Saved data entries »
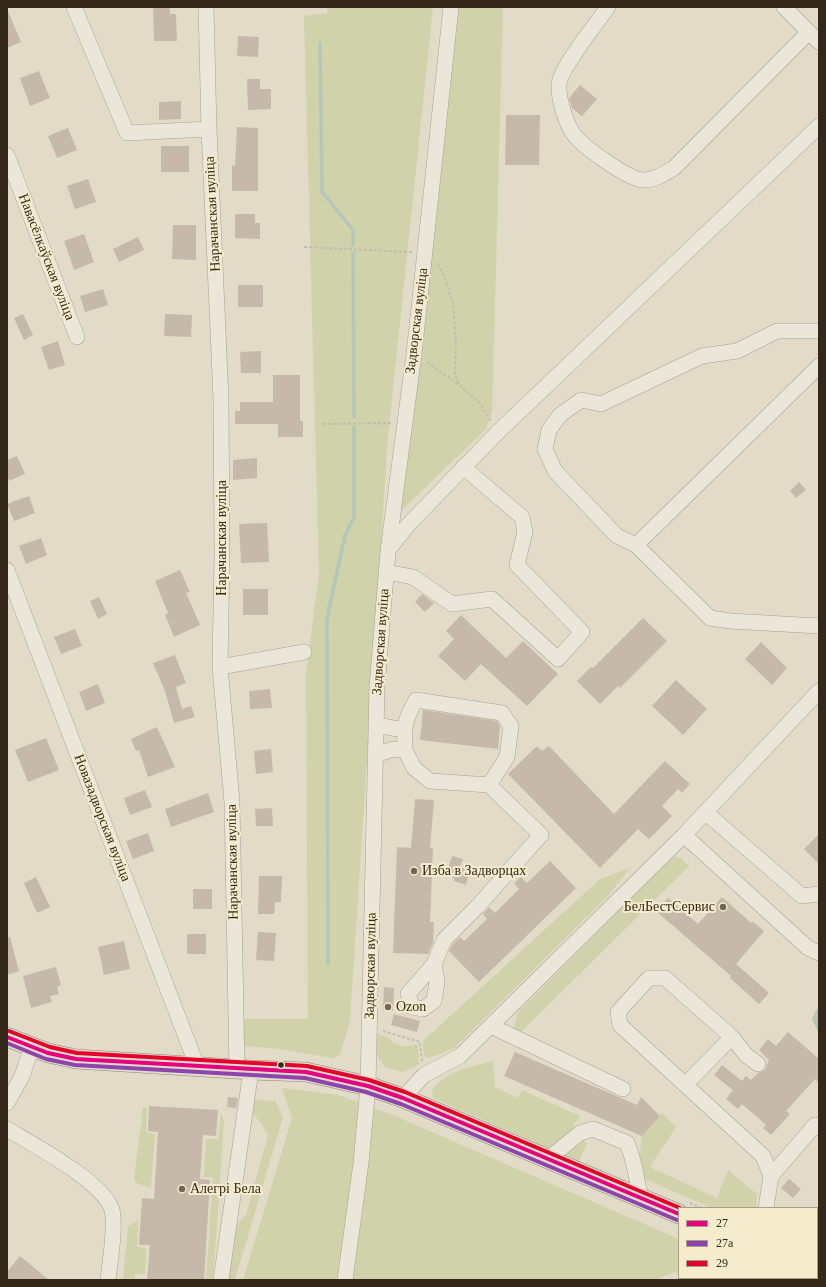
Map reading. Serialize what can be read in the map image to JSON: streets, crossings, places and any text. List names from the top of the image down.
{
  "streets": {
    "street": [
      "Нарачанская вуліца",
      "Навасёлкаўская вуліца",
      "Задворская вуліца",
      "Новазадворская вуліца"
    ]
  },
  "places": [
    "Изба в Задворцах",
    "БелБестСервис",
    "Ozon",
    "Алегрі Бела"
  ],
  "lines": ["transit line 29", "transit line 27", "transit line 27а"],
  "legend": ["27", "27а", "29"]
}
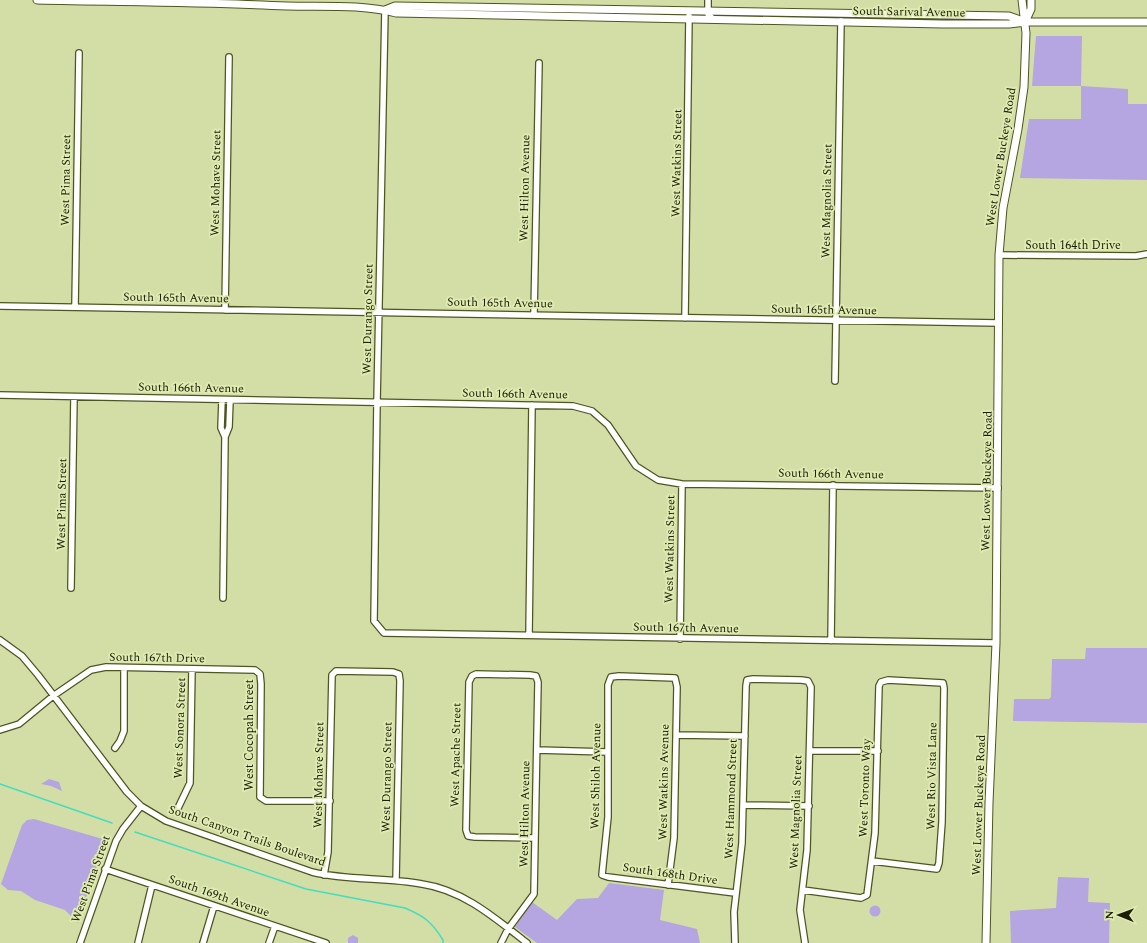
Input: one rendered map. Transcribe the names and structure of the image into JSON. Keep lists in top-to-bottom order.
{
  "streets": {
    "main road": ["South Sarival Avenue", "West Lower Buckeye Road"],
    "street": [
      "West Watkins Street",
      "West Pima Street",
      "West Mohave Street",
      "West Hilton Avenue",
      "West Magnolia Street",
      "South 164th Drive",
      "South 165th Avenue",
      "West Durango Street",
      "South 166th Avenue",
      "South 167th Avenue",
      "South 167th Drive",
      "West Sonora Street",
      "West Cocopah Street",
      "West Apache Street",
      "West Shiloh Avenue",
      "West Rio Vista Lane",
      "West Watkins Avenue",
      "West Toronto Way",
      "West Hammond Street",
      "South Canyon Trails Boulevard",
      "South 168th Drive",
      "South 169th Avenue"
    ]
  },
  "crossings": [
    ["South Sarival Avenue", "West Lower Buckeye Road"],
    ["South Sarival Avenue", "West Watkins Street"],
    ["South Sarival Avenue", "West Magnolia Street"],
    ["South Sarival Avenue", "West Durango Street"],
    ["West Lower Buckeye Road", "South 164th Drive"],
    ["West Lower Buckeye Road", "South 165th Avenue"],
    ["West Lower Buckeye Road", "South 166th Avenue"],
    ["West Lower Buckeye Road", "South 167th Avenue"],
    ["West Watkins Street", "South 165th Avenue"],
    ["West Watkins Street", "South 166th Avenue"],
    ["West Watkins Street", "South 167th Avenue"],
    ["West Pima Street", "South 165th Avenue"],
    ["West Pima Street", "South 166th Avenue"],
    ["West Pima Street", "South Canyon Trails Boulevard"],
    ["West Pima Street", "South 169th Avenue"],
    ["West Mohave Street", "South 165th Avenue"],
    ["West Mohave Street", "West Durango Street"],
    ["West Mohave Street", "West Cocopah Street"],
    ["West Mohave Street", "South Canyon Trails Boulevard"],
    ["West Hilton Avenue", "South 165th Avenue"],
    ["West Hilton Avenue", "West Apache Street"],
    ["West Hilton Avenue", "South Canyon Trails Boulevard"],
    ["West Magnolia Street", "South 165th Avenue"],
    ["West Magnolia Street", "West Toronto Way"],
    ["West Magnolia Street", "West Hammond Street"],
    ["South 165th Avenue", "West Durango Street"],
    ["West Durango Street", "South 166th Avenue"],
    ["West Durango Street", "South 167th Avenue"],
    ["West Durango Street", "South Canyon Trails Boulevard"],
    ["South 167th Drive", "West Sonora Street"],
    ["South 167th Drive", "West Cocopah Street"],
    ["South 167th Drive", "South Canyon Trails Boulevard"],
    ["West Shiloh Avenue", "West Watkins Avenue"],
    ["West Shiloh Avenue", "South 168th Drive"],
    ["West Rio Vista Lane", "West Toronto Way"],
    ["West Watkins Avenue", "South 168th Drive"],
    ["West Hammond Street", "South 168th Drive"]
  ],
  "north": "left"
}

WHAT IS NEEDED » Reproduce the data above in full, exactly, with the images removed.

EXERCISE ANSWER »
Map reading. Serialize what can be read in the map image to JSON: streets, crossings, places and any text. List names from the top of the image down.
{
  "streets": {
    "street": [
      "Нарачанская вуліца",
      "Навасёлкаўская вуліца",
      "Задворская вуліца",
      "Новазадворская вуліца"
    ]
  },
  "places": [
    "Изба в Задворцах",
    "БелБестСервис",
    "Ozon",
    "Алегрі Бела"
  ],
  "lines": ["transit line 29", "transit line 27", "transit line 27а"],
  "legend": ["27", "27а", "29"]
}
Input: one rendered map. Transcribe the names and structure of the image into JSON. Keep lists in top-to-bottom order.
{
  "streets": {
    "main road": ["South Sarival Avenue", "West Lower Buckeye Road"],
    "street": [
      "West Watkins Street",
      "West Pima Street",
      "West Mohave Street",
      "West Hilton Avenue",
      "West Magnolia Street",
      "South 164th Drive",
      "South 165th Avenue",
      "West Durango Street",
      "South 166th Avenue",
      "South 167th Avenue",
      "South 167th Drive",
      "West Sonora Street",
      "West Cocopah Street",
      "West Apache Street",
      "West Shiloh Avenue",
      "West Rio Vista Lane",
      "West Watkins Avenue",
      "West Toronto Way",
      "West Hammond Street",
      "South Canyon Trails Boulevard",
      "South 168th Drive",
      "South 169th Avenue"
    ]
  },
  "crossings": [
    ["South Sarival Avenue", "West Lower Buckeye Road"],
    ["South Sarival Avenue", "West Watkins Street"],
    ["South Sarival Avenue", "West Magnolia Street"],
    ["South Sarival Avenue", "West Durango Street"],
    ["West Lower Buckeye Road", "South 164th Drive"],
    ["West Lower Buckeye Road", "South 165th Avenue"],
    ["West Lower Buckeye Road", "South 166th Avenue"],
    ["West Lower Buckeye Road", "South 167th Avenue"],
    ["West Watkins Street", "South 165th Avenue"],
    ["West Watkins Street", "South 166th Avenue"],
    ["West Watkins Street", "South 167th Avenue"],
    ["West Pima Street", "South 165th Avenue"],
    ["West Pima Street", "South 166th Avenue"],
    ["West Pima Street", "South Canyon Trails Boulevard"],
    ["West Pima Street", "South 169th Avenue"],
    ["West Mohave Street", "South 165th Avenue"],
    ["West Mohave Street", "West Durango Street"],
    ["West Mohave Street", "West Cocopah Street"],
    ["West Mohave Street", "South Canyon Trails Boulevard"],
    ["West Hilton Avenue", "South 165th Avenue"],
    ["West Hilton Avenue", "West Apache Street"],
    ["West Hilton Avenue", "South Canyon Trails Boulevard"],
    ["West Magnolia Street", "South 165th Avenue"],
    ["West Magnolia Street", "West Toronto Way"],
    ["West Magnolia Street", "West Hammond Street"],
    ["South 165th Avenue", "West Durango Street"],
    ["West Durango Street", "South 166th Avenue"],
    ["West Durango Street", "South 167th Avenue"],
    ["West Durango Street", "South Canyon Trails Boulevard"],
    ["South 167th Drive", "West Sonora Street"],
    ["South 167th Drive", "West Cocopah Street"],
    ["South 167th Drive", "South Canyon Trails Boulevard"],
    ["West Shiloh Avenue", "West Watkins Avenue"],
    ["West Shiloh Avenue", "South 168th Drive"],
    ["West Rio Vista Lane", "West Toronto Way"],
    ["West Watkins Avenue", "South 168th Drive"],
    ["West Hammond Street", "South 168th Drive"]
  ],
  "north": "left"
}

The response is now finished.